(Record excerpts)
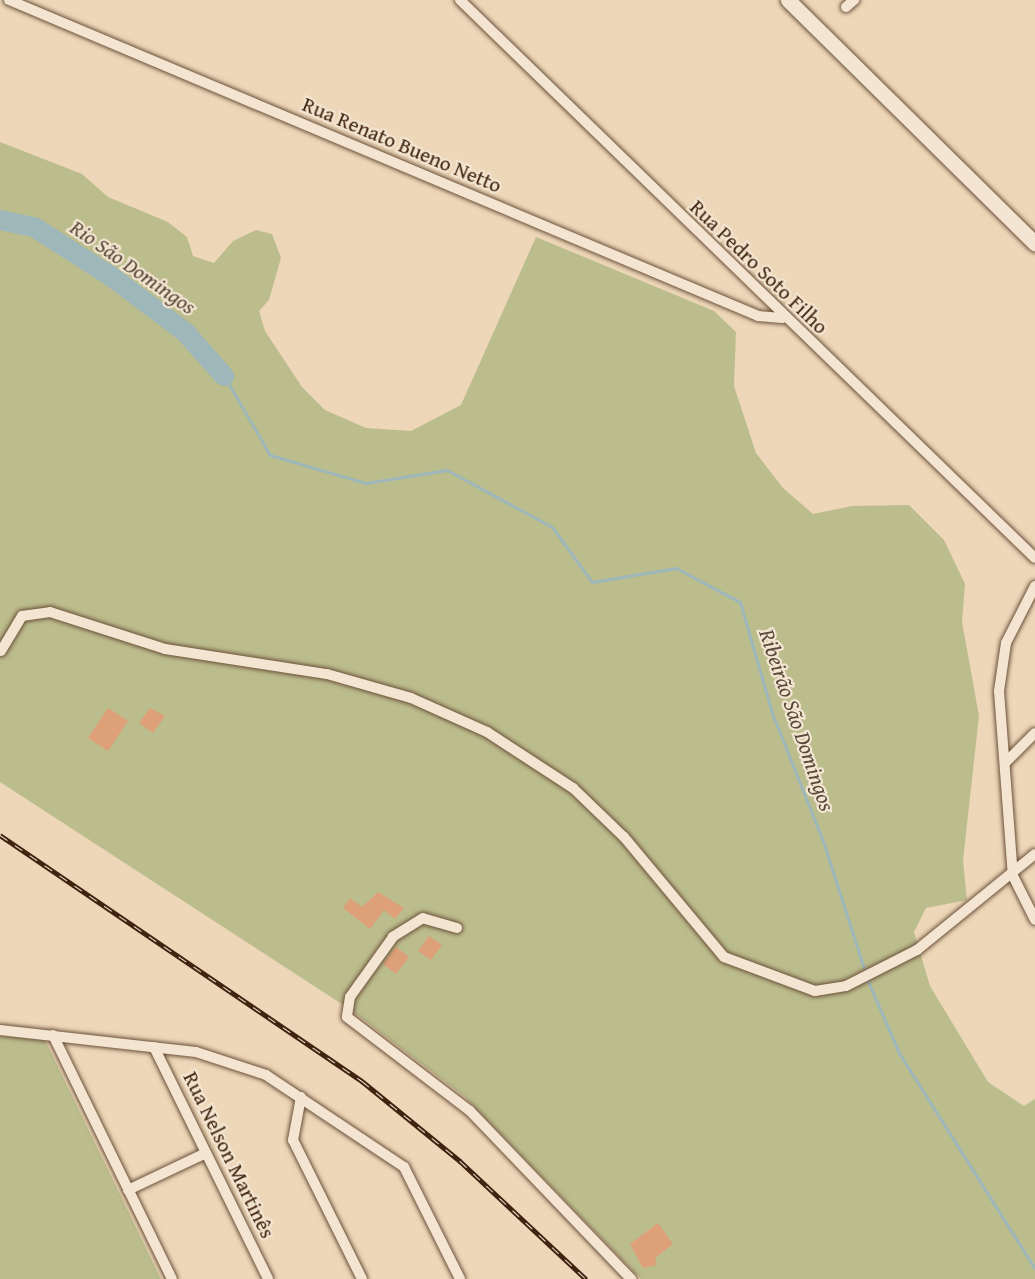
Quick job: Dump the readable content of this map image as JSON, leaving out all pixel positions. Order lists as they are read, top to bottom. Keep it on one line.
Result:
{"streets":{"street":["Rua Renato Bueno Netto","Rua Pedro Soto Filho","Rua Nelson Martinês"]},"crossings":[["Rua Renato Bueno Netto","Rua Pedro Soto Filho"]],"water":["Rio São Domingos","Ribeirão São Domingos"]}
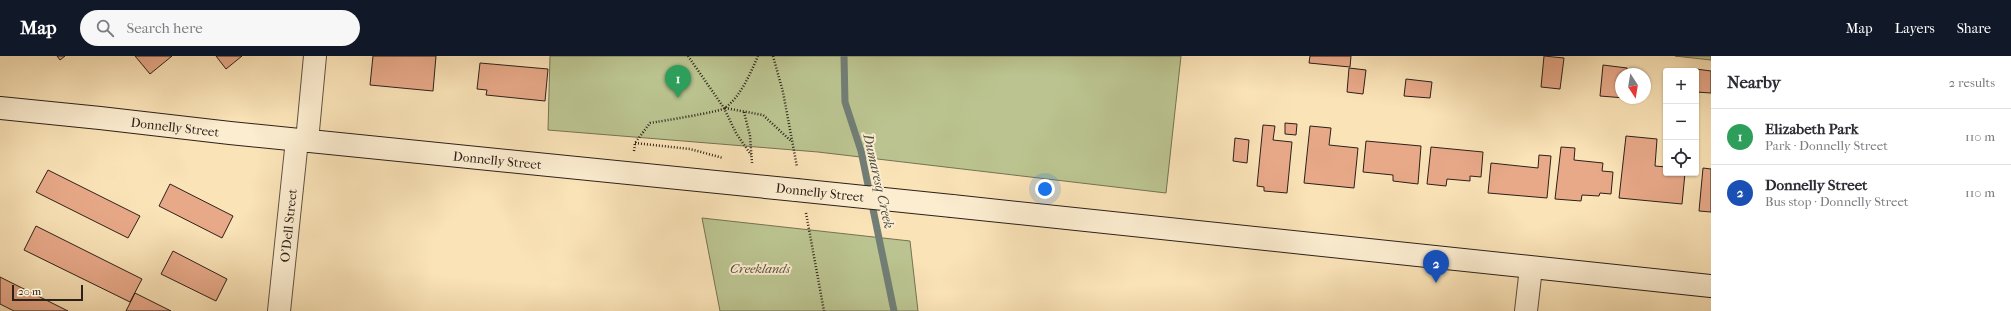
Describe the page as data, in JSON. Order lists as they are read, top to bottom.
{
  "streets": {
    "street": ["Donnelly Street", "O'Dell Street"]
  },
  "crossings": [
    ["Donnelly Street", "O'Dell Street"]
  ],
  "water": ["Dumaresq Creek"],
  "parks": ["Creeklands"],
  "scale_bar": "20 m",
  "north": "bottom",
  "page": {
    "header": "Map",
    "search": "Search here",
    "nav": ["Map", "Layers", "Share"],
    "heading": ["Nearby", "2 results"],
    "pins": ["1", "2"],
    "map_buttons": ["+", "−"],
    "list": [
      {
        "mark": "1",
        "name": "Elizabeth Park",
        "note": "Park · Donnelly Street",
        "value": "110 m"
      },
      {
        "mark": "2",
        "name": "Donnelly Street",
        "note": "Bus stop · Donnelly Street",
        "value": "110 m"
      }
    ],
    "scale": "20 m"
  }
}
(End Record excerpts)
(Record excerpts)
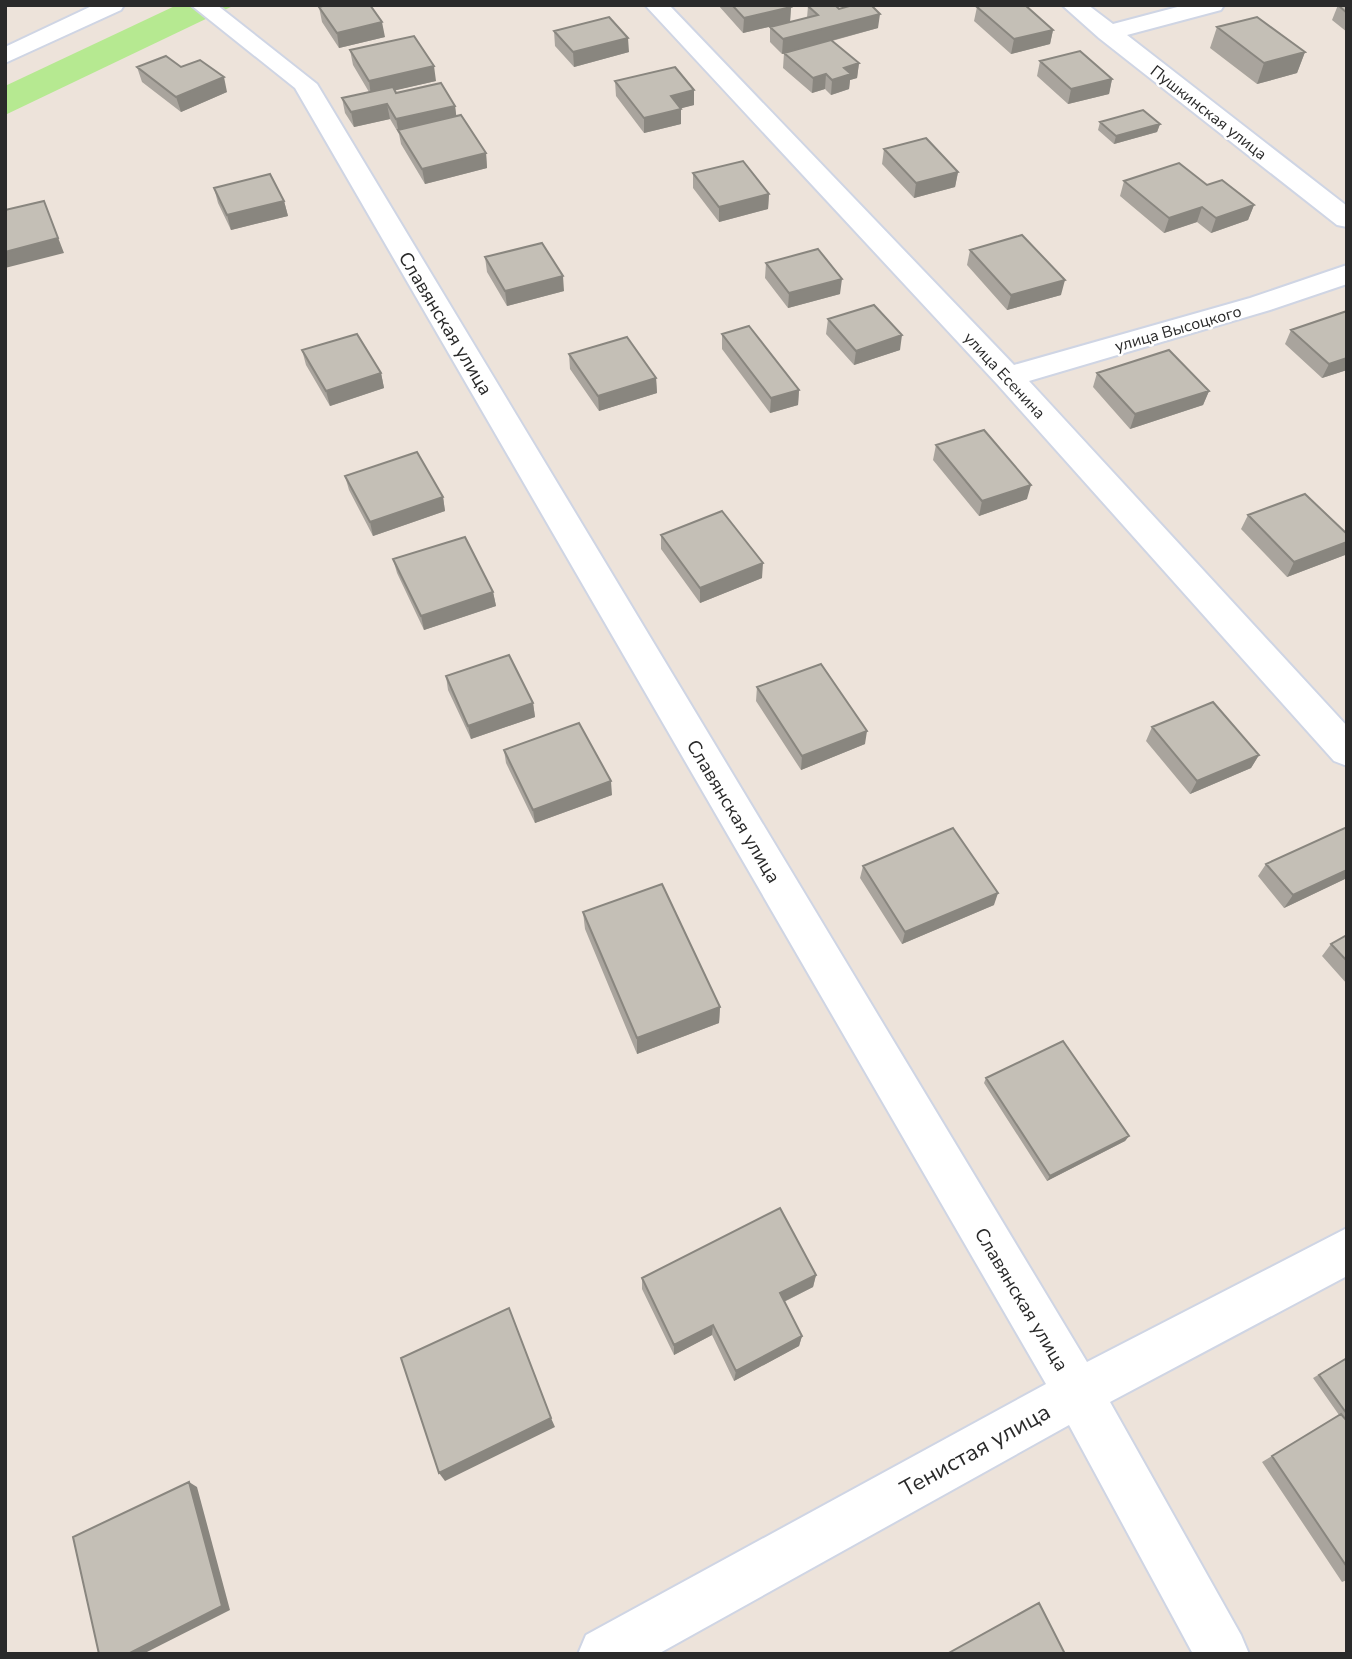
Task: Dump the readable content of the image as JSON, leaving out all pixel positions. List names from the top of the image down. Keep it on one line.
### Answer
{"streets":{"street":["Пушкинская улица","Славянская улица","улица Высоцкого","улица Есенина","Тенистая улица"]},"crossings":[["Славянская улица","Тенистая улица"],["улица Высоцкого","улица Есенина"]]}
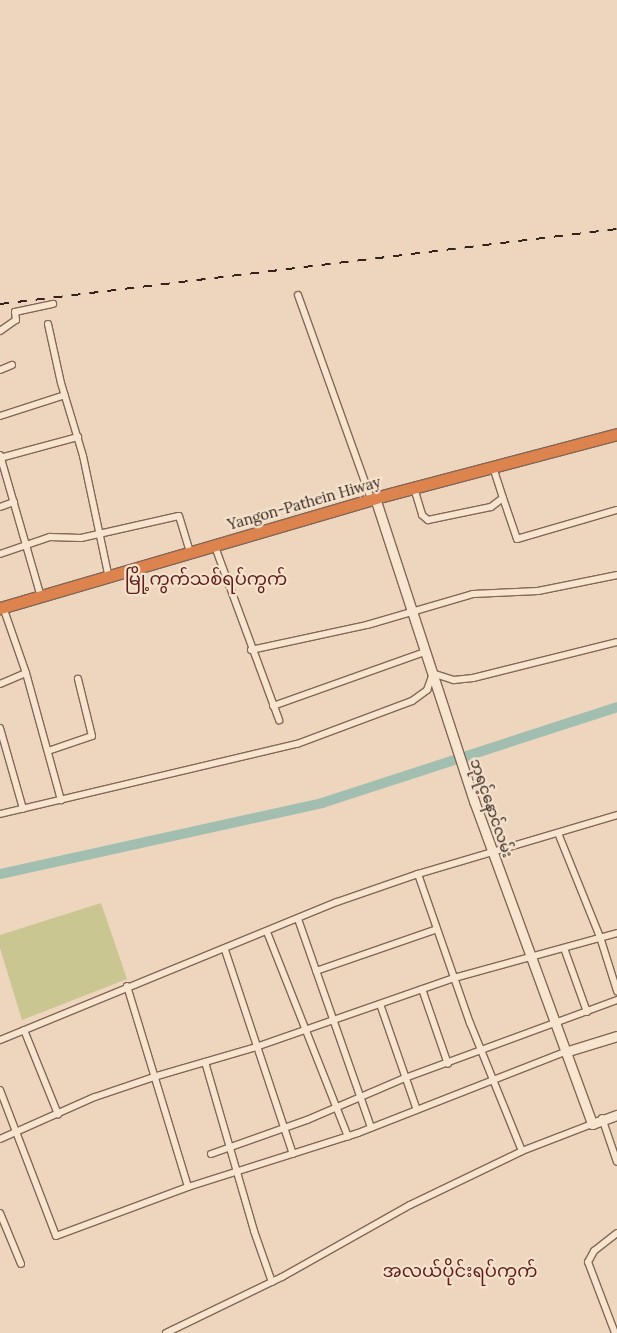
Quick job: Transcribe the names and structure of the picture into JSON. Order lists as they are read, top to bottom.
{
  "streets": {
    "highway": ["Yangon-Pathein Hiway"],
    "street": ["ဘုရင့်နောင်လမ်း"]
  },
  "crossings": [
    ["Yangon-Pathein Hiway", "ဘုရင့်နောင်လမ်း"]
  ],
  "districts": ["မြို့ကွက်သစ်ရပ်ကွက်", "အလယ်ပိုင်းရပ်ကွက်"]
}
(End Record excerpts)
> _What to produce_:
Where a line of the data holds "pixel", show that line.

> _Result_:
Quick job: Dump the readable content of this map image as JSON, leaving out all pixel positions. Order lists as they are read, top to bottom. Keep it on one line.
Task: Dump the readable content of the image as JSON, leaving out all pixel positions. List names from the top of the image down. Keep it on one line.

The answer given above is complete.